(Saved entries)
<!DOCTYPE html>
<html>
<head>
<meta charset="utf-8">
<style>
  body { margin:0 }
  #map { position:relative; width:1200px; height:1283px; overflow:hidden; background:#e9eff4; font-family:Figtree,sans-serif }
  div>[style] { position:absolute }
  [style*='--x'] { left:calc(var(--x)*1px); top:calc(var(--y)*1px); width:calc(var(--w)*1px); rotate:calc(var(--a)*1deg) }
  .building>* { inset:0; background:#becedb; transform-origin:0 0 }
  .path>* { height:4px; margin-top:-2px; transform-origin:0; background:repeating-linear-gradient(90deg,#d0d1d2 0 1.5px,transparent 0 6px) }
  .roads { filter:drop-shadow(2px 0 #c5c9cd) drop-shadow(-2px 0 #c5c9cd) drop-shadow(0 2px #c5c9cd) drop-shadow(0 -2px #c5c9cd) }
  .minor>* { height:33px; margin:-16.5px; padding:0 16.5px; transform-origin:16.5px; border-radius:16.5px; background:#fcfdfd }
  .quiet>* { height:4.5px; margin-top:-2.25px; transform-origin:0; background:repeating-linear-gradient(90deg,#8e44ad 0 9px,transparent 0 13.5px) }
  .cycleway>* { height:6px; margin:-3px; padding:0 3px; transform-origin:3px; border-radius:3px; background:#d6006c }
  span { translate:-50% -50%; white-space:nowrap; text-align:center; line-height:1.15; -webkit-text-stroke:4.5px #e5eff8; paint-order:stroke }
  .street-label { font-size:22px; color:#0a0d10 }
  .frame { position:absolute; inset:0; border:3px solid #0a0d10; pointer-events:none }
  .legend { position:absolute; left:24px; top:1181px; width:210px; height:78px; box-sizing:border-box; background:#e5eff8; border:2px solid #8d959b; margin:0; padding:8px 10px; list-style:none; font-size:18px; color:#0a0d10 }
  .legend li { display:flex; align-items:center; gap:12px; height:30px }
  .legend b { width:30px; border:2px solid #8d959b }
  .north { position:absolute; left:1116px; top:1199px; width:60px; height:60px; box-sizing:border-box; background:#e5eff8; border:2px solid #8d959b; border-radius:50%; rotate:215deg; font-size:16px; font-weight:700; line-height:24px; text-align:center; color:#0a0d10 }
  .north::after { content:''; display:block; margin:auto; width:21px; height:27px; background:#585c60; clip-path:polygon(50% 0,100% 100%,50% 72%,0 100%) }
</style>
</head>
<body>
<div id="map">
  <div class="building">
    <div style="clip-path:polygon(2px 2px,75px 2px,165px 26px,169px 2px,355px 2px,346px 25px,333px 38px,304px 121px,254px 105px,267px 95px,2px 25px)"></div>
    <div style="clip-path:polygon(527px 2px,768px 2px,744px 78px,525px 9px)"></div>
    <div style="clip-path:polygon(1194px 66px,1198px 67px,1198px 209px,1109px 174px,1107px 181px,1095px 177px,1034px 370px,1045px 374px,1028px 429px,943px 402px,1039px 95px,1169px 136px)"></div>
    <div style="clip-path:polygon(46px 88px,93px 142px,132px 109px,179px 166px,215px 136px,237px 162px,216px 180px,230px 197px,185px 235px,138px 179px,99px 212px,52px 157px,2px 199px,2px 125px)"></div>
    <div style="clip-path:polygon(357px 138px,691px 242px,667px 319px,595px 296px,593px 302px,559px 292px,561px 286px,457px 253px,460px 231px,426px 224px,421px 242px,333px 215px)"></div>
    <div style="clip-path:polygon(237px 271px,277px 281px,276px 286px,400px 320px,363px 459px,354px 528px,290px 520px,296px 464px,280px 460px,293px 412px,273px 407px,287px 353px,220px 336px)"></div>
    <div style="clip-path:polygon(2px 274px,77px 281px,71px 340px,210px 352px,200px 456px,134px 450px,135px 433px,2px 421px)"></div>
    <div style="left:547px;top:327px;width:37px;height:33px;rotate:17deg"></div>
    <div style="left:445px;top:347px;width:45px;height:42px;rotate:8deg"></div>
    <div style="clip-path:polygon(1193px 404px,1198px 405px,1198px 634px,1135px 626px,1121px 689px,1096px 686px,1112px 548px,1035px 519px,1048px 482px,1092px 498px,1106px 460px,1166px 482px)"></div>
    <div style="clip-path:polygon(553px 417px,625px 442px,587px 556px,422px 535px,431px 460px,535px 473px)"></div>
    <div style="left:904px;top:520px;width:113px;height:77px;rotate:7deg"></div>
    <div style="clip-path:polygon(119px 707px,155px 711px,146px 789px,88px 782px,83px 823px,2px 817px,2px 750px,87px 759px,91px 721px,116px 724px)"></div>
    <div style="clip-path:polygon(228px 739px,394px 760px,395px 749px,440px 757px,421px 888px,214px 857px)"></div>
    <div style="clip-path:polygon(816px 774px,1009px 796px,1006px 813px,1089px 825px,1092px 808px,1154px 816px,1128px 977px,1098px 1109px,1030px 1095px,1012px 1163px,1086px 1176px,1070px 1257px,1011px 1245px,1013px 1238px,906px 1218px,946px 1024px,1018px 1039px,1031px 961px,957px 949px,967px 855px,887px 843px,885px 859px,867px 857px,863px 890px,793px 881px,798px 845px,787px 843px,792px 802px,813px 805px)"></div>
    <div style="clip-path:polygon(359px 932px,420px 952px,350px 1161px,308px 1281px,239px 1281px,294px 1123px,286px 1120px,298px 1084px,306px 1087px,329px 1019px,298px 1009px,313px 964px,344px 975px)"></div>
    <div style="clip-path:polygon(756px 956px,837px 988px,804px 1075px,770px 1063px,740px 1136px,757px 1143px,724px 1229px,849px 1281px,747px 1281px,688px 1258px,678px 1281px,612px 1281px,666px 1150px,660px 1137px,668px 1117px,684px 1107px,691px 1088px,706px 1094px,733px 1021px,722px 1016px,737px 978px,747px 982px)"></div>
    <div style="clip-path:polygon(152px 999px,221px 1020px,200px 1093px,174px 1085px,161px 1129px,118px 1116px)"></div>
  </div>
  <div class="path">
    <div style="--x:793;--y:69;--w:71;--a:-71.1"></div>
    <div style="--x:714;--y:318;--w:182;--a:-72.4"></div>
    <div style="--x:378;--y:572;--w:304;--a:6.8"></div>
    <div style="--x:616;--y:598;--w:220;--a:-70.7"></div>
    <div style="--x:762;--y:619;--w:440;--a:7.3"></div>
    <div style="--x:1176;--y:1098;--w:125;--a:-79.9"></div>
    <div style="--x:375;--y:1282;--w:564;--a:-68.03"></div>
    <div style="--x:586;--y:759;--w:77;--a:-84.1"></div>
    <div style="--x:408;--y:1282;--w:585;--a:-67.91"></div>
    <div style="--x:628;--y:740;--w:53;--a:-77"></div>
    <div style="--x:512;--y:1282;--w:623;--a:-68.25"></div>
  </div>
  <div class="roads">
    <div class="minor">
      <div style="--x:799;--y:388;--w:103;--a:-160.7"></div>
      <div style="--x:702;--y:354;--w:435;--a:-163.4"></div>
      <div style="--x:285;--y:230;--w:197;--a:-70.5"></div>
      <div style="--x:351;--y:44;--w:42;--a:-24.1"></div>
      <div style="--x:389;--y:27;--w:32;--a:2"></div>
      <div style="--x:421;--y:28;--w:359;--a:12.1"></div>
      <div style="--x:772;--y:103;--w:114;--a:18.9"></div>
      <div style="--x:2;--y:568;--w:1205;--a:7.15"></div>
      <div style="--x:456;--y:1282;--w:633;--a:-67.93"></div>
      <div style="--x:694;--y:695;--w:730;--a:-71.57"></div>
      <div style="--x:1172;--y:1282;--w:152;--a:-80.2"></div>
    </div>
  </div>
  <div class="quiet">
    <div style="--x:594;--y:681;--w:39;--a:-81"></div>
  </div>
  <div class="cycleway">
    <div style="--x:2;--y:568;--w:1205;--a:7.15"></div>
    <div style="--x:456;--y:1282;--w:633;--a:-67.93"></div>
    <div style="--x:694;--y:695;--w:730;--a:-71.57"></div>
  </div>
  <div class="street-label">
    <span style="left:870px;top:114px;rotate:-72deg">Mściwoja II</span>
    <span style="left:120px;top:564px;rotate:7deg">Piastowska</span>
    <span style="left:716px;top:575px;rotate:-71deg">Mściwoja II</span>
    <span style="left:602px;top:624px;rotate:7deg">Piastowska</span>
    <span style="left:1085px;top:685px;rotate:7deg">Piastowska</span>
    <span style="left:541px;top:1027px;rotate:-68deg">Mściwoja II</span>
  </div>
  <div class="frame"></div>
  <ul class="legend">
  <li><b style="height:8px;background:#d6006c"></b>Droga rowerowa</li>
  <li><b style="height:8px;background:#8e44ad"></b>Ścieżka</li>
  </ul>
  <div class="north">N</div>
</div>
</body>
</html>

EXERCISE OBJECTIVE
As the answer, set down only the lines from the data above between the one holding "inset:0; background:#becedb; transform-origin:0" and the one holding "filter:drop-shadow(2px 0 #c5c9cd)", inclusive, exactly as they read.

WORKED SOLUTION
  .building>* { inset:0; background:#becedb; transform-origin:0 0 }
  .path>* { height:4px; margin-top:-2px; transform-origin:0; background:repeating-linear-gradient(90deg,#d0d1d2 0 1.5px,transparent 0 6px) }
  .roads { filter:drop-shadow(2px 0 #c5c9cd) drop-shadow(-2px 0 #c5c9cd) drop-shadow(0 2px #c5c9cd) drop-shadow(0 -2px #c5c9cd) }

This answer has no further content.